EXERCISE GOAL ::
The records sit below. Return every line in them that holds the word "Vallbygränd".

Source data
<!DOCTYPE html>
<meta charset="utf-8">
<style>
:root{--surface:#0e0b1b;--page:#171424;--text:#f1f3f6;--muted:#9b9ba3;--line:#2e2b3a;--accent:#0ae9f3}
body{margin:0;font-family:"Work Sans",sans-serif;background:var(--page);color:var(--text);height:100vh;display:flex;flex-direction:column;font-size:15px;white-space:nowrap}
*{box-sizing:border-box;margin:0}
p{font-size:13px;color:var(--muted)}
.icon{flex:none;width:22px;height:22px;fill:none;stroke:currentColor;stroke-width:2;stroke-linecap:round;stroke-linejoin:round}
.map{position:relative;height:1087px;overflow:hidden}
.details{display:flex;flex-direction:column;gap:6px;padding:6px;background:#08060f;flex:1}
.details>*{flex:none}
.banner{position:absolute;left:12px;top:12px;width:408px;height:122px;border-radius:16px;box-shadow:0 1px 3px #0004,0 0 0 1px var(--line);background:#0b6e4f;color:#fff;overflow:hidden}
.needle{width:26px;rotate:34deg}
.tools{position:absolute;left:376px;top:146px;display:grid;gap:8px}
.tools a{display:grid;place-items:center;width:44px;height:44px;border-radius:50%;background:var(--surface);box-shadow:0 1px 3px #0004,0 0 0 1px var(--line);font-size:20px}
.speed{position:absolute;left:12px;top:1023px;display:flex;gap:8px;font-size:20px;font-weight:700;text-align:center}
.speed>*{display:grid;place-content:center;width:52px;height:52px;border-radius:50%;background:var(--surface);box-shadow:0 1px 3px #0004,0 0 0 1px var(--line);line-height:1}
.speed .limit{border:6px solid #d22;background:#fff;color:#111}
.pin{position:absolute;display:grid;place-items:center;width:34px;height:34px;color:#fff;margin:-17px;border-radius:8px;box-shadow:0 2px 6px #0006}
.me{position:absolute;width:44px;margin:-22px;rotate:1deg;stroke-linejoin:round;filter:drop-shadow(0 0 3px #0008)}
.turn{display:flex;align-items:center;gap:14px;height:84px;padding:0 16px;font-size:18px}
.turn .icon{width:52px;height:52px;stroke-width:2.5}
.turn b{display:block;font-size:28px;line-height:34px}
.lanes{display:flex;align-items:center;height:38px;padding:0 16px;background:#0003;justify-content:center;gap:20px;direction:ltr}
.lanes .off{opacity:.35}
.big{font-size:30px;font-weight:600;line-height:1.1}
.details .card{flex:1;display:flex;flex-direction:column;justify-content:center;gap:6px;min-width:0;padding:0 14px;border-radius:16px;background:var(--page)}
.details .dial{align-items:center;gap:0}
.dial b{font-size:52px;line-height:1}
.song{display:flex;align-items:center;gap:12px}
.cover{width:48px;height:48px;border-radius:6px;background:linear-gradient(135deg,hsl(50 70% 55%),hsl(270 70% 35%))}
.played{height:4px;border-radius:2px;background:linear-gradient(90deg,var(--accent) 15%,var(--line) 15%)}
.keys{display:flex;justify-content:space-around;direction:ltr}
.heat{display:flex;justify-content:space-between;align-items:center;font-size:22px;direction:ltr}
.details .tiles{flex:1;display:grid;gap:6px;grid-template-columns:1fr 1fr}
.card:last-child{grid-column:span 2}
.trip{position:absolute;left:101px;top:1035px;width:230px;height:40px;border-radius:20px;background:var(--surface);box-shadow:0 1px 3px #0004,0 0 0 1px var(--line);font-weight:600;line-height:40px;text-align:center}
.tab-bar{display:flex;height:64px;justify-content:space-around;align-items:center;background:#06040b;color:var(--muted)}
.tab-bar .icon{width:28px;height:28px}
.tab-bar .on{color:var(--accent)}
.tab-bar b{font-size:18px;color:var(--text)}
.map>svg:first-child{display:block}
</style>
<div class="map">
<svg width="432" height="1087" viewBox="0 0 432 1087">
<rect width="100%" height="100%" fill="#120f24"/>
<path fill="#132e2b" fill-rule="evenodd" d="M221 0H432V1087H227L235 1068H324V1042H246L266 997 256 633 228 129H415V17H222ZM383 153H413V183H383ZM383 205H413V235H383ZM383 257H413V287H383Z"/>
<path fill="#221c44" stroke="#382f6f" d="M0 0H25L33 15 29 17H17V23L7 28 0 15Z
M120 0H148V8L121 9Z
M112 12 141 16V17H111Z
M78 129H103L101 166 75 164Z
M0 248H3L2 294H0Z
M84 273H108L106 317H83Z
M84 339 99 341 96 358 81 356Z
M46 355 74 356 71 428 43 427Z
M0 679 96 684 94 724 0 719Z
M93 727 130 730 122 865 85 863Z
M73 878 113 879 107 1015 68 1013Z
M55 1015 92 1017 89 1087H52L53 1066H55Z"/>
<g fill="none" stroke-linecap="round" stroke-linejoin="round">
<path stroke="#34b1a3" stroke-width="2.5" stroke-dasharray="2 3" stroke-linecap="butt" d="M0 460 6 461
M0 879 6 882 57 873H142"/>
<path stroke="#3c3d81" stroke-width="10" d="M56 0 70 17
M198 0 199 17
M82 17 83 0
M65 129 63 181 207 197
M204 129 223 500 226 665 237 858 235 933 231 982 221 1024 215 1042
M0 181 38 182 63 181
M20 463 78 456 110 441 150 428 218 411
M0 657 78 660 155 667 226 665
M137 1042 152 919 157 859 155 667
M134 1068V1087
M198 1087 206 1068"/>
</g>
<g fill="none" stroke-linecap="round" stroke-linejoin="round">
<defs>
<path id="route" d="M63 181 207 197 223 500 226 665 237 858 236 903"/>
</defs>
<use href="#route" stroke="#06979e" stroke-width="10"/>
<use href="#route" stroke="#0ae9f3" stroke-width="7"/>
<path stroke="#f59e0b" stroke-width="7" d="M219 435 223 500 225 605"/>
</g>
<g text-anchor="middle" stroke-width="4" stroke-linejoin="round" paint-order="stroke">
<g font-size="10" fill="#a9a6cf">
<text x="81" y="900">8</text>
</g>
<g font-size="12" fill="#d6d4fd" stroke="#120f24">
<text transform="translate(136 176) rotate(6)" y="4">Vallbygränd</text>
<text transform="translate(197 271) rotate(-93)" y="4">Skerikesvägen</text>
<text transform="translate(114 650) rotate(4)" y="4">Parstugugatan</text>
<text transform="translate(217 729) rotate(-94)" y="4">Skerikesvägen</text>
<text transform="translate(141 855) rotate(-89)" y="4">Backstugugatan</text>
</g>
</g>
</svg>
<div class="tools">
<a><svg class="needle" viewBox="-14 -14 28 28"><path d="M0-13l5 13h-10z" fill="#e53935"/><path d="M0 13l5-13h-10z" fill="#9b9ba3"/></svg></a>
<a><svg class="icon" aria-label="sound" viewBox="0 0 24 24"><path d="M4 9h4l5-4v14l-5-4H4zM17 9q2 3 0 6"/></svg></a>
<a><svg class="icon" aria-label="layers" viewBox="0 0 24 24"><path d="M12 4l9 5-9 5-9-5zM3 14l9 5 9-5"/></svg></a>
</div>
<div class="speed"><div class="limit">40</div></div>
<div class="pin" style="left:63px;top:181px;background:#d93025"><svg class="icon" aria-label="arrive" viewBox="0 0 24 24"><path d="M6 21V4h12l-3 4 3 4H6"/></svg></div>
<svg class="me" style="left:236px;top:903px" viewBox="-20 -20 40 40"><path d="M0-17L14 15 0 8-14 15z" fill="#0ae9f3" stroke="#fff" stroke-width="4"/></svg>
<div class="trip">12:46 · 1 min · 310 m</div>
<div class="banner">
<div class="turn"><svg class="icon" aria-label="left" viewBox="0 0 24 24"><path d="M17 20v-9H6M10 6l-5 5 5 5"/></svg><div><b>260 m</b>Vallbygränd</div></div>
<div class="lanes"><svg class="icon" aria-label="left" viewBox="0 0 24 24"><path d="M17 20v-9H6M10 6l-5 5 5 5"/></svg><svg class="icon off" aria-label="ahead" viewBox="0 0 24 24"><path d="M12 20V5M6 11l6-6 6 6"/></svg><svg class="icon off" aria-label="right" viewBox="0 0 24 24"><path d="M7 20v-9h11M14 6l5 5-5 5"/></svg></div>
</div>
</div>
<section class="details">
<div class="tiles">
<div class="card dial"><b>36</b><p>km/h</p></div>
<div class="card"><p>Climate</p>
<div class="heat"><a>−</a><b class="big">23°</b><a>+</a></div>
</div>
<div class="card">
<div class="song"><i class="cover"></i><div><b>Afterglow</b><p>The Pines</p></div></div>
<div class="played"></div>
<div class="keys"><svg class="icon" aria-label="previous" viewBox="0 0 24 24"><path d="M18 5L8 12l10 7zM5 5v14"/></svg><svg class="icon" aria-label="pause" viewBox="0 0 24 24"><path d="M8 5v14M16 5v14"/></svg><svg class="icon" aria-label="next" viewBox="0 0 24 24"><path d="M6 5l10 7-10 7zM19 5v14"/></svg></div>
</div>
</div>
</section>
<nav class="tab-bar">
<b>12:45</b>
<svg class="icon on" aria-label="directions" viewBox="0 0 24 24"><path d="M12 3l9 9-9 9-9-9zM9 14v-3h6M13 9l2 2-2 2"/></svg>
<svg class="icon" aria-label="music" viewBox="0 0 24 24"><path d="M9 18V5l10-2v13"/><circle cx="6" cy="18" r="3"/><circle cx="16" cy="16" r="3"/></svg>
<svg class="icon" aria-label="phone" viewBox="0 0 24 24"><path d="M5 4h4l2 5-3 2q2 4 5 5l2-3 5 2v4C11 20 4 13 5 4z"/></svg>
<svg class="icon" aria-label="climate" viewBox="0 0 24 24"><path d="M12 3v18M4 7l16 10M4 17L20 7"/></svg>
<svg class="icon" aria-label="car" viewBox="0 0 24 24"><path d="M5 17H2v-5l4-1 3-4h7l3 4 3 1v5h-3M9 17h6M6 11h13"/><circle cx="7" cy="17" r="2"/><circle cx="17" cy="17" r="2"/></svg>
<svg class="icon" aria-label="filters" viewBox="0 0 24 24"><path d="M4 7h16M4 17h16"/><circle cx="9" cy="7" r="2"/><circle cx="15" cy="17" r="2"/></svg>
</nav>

RESPONSE ::
<text transform="translate(136 176) rotate(6)" y="4">Vallbygränd</text>
<div class="turn"><svg class="icon" aria-label="left" viewBox="0 0 24 24"><path d="M17 20v-9H6M10 6l-5 5 5 5"/></svg><div><b>260 m</b>Vallbygränd</div></div>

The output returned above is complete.